Jeanine Walker | Poetry

The writing on the faces is an early prototype of Hangul.
An alphabet designed for the benefit of literacy,
invented by the most celebrated leader in Korea past,
statues abound, his visage gracing the front
of the cash rarely used anymore.

The man who will soon be gone has a yellow rain jacket draped
over his right arm. In that same hand he holds his phone,
although he is looking up right then, not down.
It is hot. He is the only one on the path.
His posture indicates a citizen who has served
his army duty. Precise: nose, lips, jaw. Close-cropped
hair. Healthy, grim and slender, mid-50s, perhaps,
he wears an analog watch, holds some kind of pamphlet in his left hand.

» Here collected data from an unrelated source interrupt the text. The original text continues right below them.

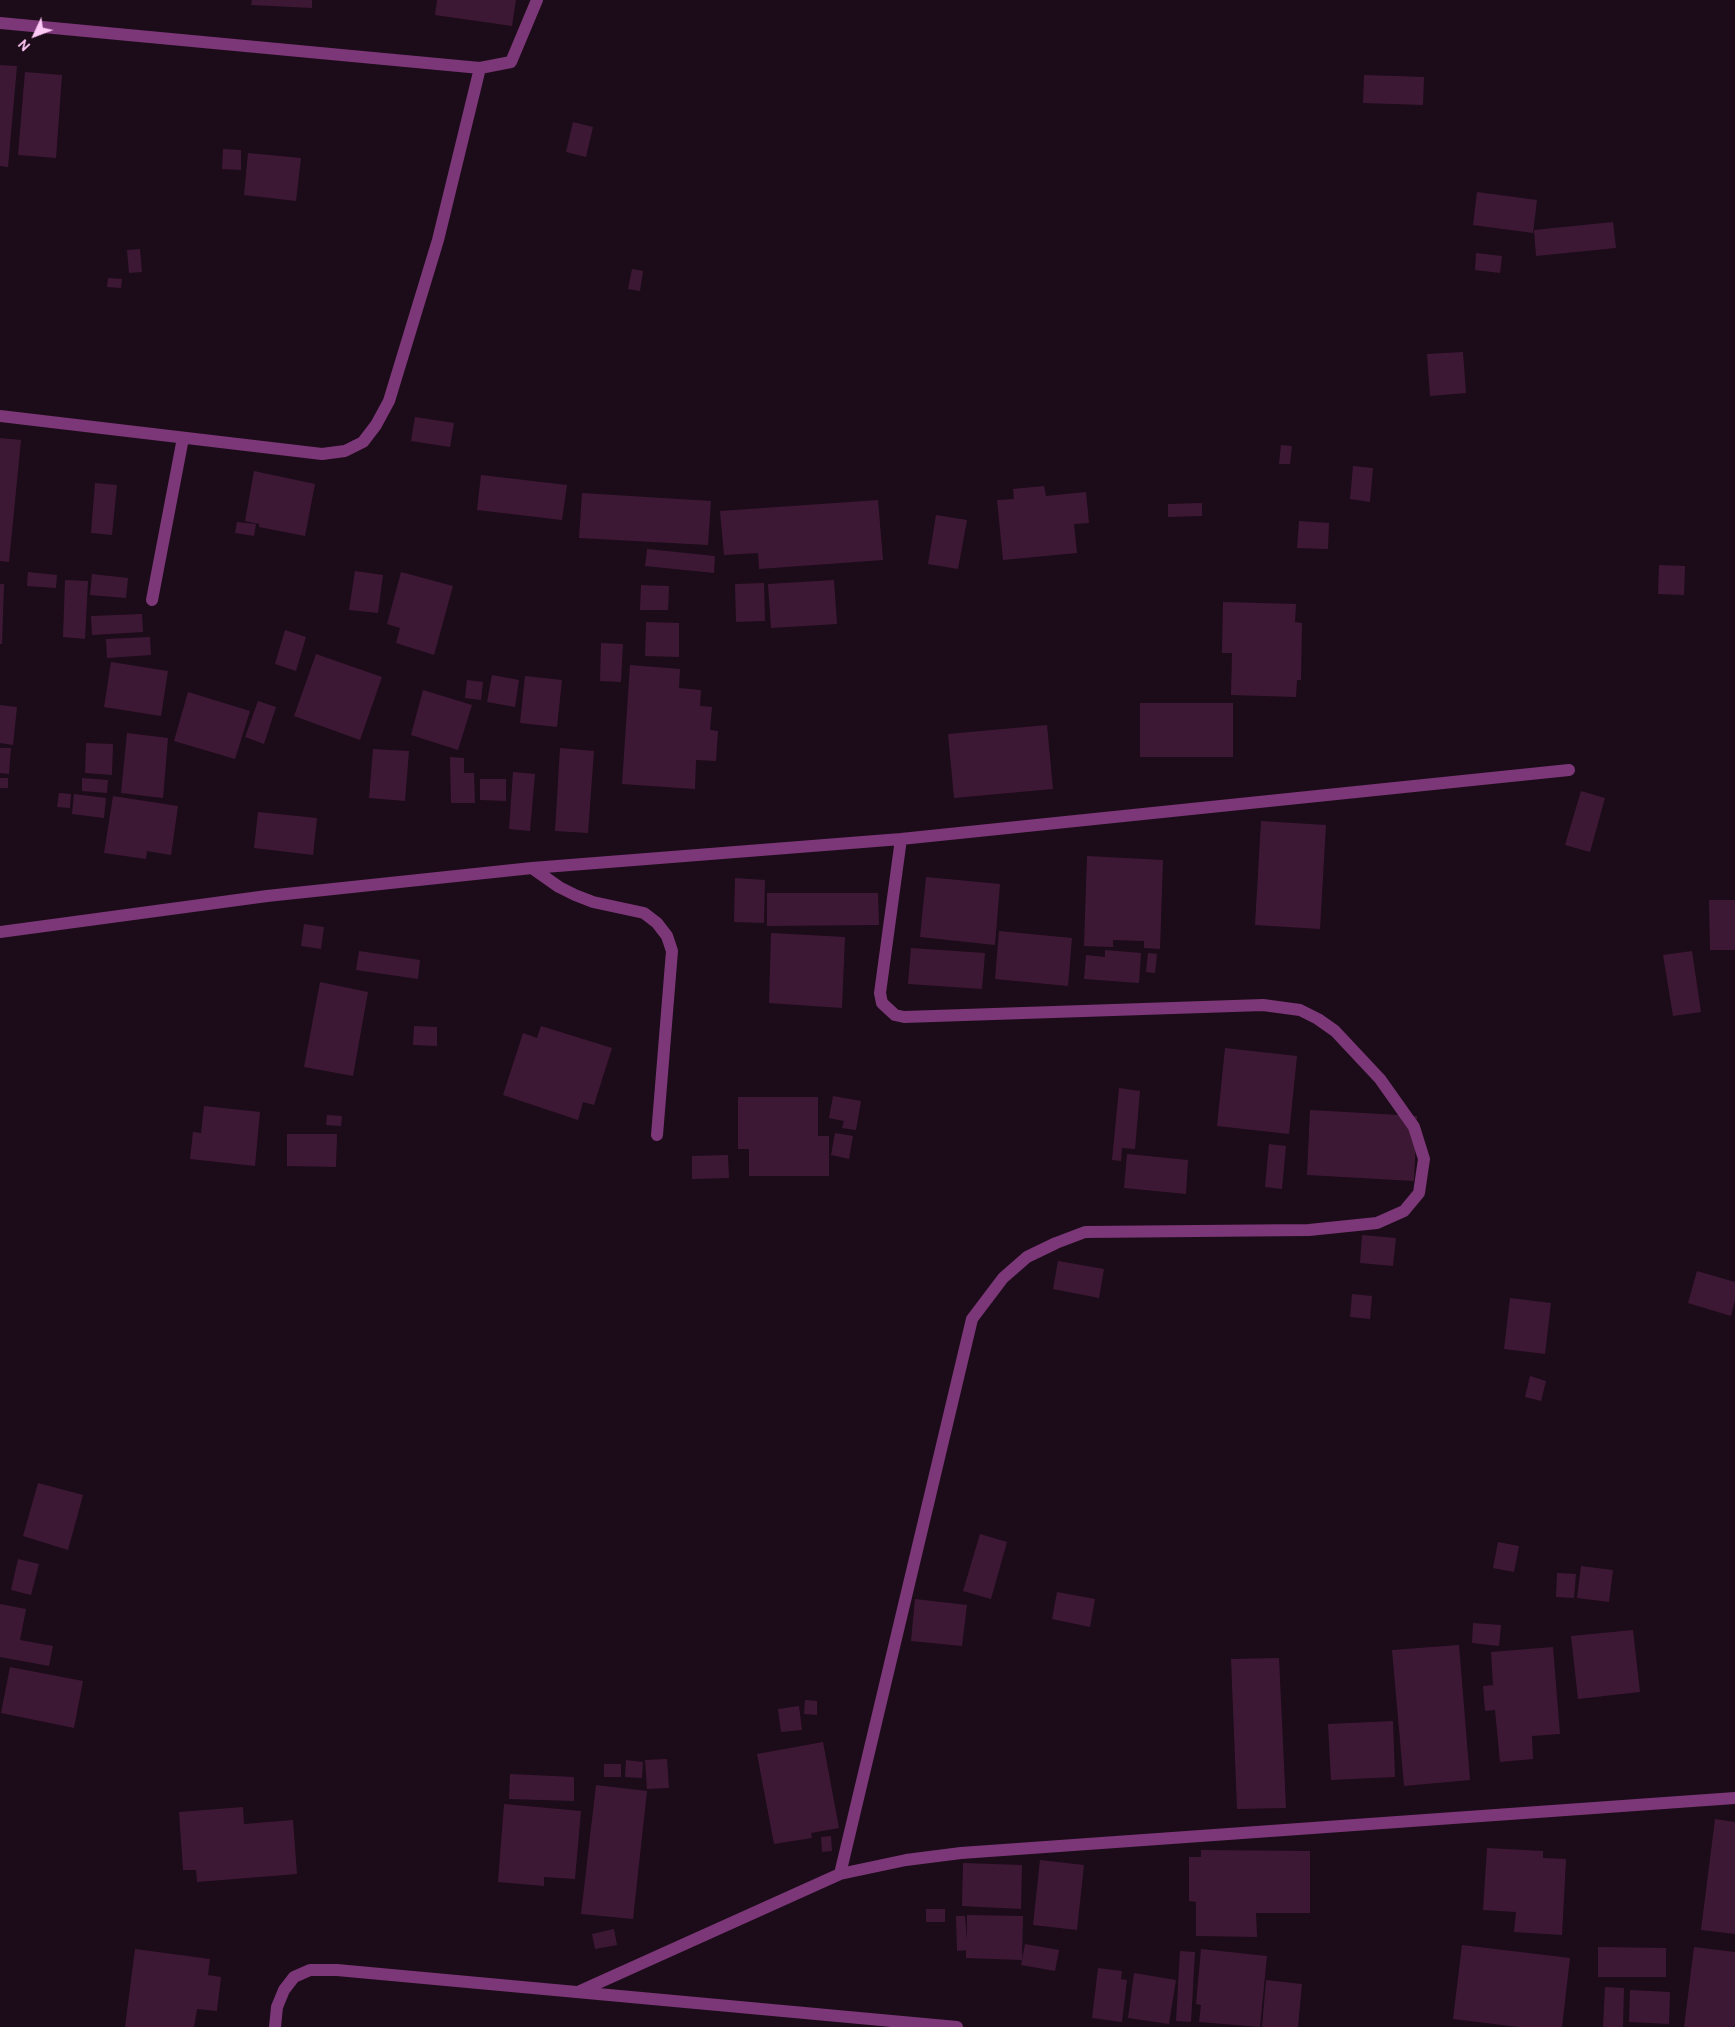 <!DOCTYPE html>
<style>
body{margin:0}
#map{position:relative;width:1735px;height:2027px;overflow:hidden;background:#1c0b19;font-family:Cabin,sans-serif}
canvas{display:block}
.north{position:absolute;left:10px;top:10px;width:50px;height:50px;-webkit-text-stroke:4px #1c0b19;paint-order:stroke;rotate:227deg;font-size:14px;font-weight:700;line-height:20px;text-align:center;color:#fec8f7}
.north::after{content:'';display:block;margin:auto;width:18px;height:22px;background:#fec8f7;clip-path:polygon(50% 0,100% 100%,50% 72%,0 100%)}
</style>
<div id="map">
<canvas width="1735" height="2027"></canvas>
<div class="north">N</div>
</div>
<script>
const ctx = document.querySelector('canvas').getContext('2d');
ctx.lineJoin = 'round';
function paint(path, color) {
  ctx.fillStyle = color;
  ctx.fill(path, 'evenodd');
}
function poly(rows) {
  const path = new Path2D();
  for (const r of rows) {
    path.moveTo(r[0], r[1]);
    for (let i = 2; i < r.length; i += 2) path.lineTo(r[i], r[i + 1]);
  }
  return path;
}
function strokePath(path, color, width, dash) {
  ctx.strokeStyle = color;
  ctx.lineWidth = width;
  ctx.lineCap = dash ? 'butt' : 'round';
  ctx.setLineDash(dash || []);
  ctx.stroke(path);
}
const building = poly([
 [252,0,312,0,312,8,251,5],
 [437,0,516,0,512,26,435,15],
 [0,65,17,66,8,167,0,166],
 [25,72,62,75,56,158,18,155],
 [1364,75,1424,77,1423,105,1363,103],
 [573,122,593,127,586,157,566,152],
 [223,149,241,150,241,170,222,169],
 [248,153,301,158,296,201,244,195],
 [1477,192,1537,200,1533,233,1473,225],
 [1613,222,1616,248,1536,256,1534,230],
 [140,249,142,272,129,273,127,250],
 [1476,253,1502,256,1500,273,1475,270],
 [632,269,643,271,640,291,628,289],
 [108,278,122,279,121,288,107,287],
 [1463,352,1466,393,1430,396,1427,354],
 [415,417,454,423,450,447,411,441],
 [0,438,21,440,9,562,0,561],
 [1281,445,1292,446,1290,464,1279,464],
 [1353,466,1373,468,1370,502,1350,499],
 [254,471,315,484,305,536,259,527,259,524,245,521],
 [481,475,567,485,562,520,477,510],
 [95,483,117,485,112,535,91,533],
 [1044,486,1046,496,1086,492,1089,523,1074,524,1077,553,1003,560,997,500,1014,499,1013,489],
 [582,493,711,501,708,545,579,538],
 [878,500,883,560,759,569,758,553,724,555,720,511],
 [1202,503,1202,516,1168,517,1168,504],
 [936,515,967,520,958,569,928,564],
 [1299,521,1329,523,1328,549,1297,548],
 [237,522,256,524,254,536,235,533],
 [647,549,715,556,714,573,645,566],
 [1659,565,1685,566,1684,595,1658,594],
 [355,571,383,575,378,613,349,610],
 [28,572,57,575,56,588,27,586],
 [401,572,453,586,434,655,396,643,400,628,387,624],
 [92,574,128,578,126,598,90,595],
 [65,580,88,581,85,639,63,637],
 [834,580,837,624,771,628,768,584],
 [764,583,765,621,736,622,735,584],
 [0,584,4,584,2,644,0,644],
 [641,585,669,586,668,610,640,610],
 [1223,602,1296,604,1295,622,1302,623,1301,680,1297,680,1296,697,1231,695,1232,653,1222,653],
 [142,614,143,632,92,635,91,616],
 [646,622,679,623,679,657,645,656],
 [285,630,306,637,296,671,275,664],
 [150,637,151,655,107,658,106,639],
 [601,643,623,644,621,682,600,681],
 [316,654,382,677,360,740,294,716],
 [111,662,168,671,161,716,104,707],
 [630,665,680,669,679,688,701,690,700,706,712,707,710,730,718,731,716,761,696,760,695,789,622,784],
 [492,675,519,680,515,707,487,702],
 [525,676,562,680,557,727,520,723],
 [467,680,483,682,481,700,465,698],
 [423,690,472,705,458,750,411,735],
 [188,692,250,711,235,759,174,741],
 [258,701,276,707,264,744,245,737],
 [1140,703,1233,703,1233,757,1140,757],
 [0,705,17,707,13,745,0,743],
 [1047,725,1053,789,954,798,948,734],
 [127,733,168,738,163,798,121,793],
 [86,743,113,744,112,775,85,773],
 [0,748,11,748,9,774,0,773],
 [560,748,594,751,588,833,555,831],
 [373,749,409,751,405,801,369,798],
 [450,757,464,758,464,773,474,773,475,803,451,803],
 [513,772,535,774,530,831,509,829],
 [0,778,8,778,8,788,0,788],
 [82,778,108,780,107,793,82,791],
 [480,779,506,779,506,801,480,800],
 [1581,791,1605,798,1590,852,1565,845],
 [59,793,71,794,70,808,57,807],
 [74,794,106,798,104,818,72,814],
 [113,796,178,806,171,855,147,851,146,859,104,853],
 [258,812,317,818,313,855,254,848],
 [1261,821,1326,825,1320,929,1255,925],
 [1087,856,1163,860,1160,949,1144,948,1144,941,1113,940,1113,947,1084,946],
 [926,877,1000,884,995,945,920,937],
 [735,878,765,880,764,923,734,922],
 [767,893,878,893,879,925,767,926],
 [1709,900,1735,900,1735,950,1710,950],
 [304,924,324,927,321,949,301,946],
 [999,931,1072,938,1068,986,995,979],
 [771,933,845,937,842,1008,769,1003],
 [911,948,985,953,982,989,908,984],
 [1105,950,1141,953,1139,983,1084,979,1086,955,1105,957],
 [359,951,420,960,418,979,356,970],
 [1692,951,1701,1012,1673,1016,1663,955],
 [1148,953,1157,954,1155,973,1146,972],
 [320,982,368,992,353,1076,304,1067],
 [414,1026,437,1027,437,1046,413,1045],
 [541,1026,612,1048,594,1105,583,1102,578,1120,503,1095,523,1033,537,1038],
 [1225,1048,1297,1056,1289,1134,1217,1126],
 [1119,1088,1140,1091,1135,1149,1122,1148,1121,1161,1112,1160],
 [833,1096,861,1101,856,1130,842,1128,844,1121,829,1118],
 [738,1097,818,1097,818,1136,829,1136,829,1176,749,1176,749,1149,738,1149],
 [204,1106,260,1112,255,1166,190,1159,193,1132,201,1133],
 [1310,1110,1417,1116,1414,1181,1307,1175],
 [327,1115,342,1116,341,1126,326,1125],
 [835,1133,853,1136,849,1159,831,1155],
 [287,1134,337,1134,336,1167,287,1166],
 [1269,1144,1286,1146,1282,1189,1265,1187],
 [1127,1154,1188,1160,1186,1194,1124,1188],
 [728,1155,729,1178,692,1179,692,1156],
 [1362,1235,1396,1238,1393,1266,1360,1263],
 [1058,1261,1104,1269,1099,1298,1053,1289],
 [1697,1271,1735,1282,1735,1300,1731,1316,1688,1303],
 [1352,1294,1372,1296,1370,1319,1350,1317],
 [1510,1298,1551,1303,1545,1354,1504,1349],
 [1530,1376,1546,1381,1541,1401,1525,1397],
 [38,1483,83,1495,68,1550,23,1536],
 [980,1534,1007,1542,991,1599,963,1591],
 [1498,1542,1519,1546,1514,1572,1493,1568],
 [18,1559,39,1564,31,1595,11,1590],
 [1581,1566,1613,1570,1609,1602,1577,1598],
 [1557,1573,1576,1574,1574,1598,1556,1597],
 [1057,1592,1095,1599,1090,1627,1052,1619],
 [915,1599,967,1605,962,1646,911,1641],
 [0,1604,26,1609,20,1640,53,1646,49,1666,0,1657],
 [1473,1623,1501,1625,1499,1646,1472,1643],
 [1633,1630,1640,1692,1578,1699,1571,1636],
 [1459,1645,1470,1780,1404,1786,1392,1650],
 [1553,1647,1560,1734,1532,1736,1533,1759,1500,1762,1495,1710,1485,1711,1483,1686,1493,1685,1491,1652],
 [1279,1658,1286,1808,1237,1809,1231,1659],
 [10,1667,83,1681,74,1728,1,1713],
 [805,1700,817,1701,817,1715,804,1714],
 [799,1706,802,1730,781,1732,778,1709],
 [1393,1721,1395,1777,1331,1780,1328,1724],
 [823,1742,839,1828,811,1833,812,1838,774,1844,757,1754],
 [667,1759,669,1788,647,1789,645,1760],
 [626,1760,643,1762,642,1778,625,1777],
 [604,1764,621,1764,621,1777,604,1777],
 [510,1774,574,1777,574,1801,509,1799],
 [596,1785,647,1791,633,1919,581,1914],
 [504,1804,581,1811,575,1879,544,1877,544,1886,498,1882],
 [243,1807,244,1824,293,1820,297,1874,197,1882,196,1870,183,1870,179,1812],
 [1715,1819,1735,1822,1735,1934,1701,1930],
 [831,1836,832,1851,822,1852,821,1837],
 [1487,1848,1543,1851,1543,1858,1566,1859,1562,1935,1514,1932,1516,1912,1483,1910],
 [1201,1850,1310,1851,1310,1913,1256,1913,1257,1937,1196,1936,1196,1902,1189,1901,1189,1857,1201,1857],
 [1040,1860,1084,1865,1077,1930,1033,1925],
 [963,1863,1022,1865,1021,1909,962,1906],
 [926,1909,945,1909,945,1922,926,1922],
 [967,1915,1023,1916,1022,1960,966,1958,966,1950,957,1951,956,1916,965,1916,967,1940],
 [614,1929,617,1945,595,1949,592,1934],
 [1025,1944,1059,1950,1055,1971,1021,1965],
 [1462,1945,1570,1958,1562,2027,1518,2027,1453,2019],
 [1598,1947,1666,1948,1666,1977,1598,1977],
 [1694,1947,1735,1952,1735,2027,1684,2027],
 [135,1949,210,1959,208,1975,221,1977,217,2011,197,2009,194,2027,125,2027],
 [1201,1949,1267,1956,1260,2027,1199,2022,1201,2005,1196,2004],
 [1180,1951,1195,1952,1191,2022,1176,2021],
 [1098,1968,1122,1971,1121,1979,1127,1980,1122,2022,1092,2018],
 [1134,1973,1176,1980,1169,2024,1128,2018],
 [1266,1980,1302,1984,1298,2027,1262,2027],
 [1605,1987,1624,1988,1623,2027,1603,2027],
 [1630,1990,1670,1992,1669,2024,1629,2022]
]);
const minor = poly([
 [0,23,480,68],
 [0,416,322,454,345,451,363,442,376,425,389,401,438,240,480,68,511,62,537,0],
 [152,600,183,438],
 [532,868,559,887,575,895,593,902,644,913,657,923,667,936,672,951,657,1135],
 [0,932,267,896,532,868,901,839,1569,770],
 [840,1874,972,1319,1003,1278,1027,1257,1056,1243,1085,1232,1309,1230,1377,1223,1404,1211,1419,1193,1424,1159,1414,1127,1380,1079,1335,1031,1318,1019,1300,1010,1263,1005,904,1017,895,1015,882,1003,880,993,901,839],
 [578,1992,840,1874,906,1860,961,1853,1735,1798],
 [275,2027,277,2007,284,1990,294,1977,310,1970,337,1970,957,2027]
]);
paint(building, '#3d1835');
strokePath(minor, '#7b3777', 12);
</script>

Behind him, an ad for a pizza house. But more important,
flowers, so many flowers. Peonies the size of a skull.
Big fluffy cloud white flowers draping over his essence.
There is a walk and it is gravel. Concrete just beside.
And then grass: some green, some brown,
it is so hot, as we’ve said. The pizza house is also a brewery.
This is a picture of wealth or normality. In the garden,
the two heads converse. One purple, one brown,
they’re books, it turns out, they’re reading. And they’re speaking
in the language of the common and in the language of the self.
Everything is on the table. Open dialogue. Nothing rotten.
Nothing lost except the words between them, which escape
into the air once said, no one there to pick them up.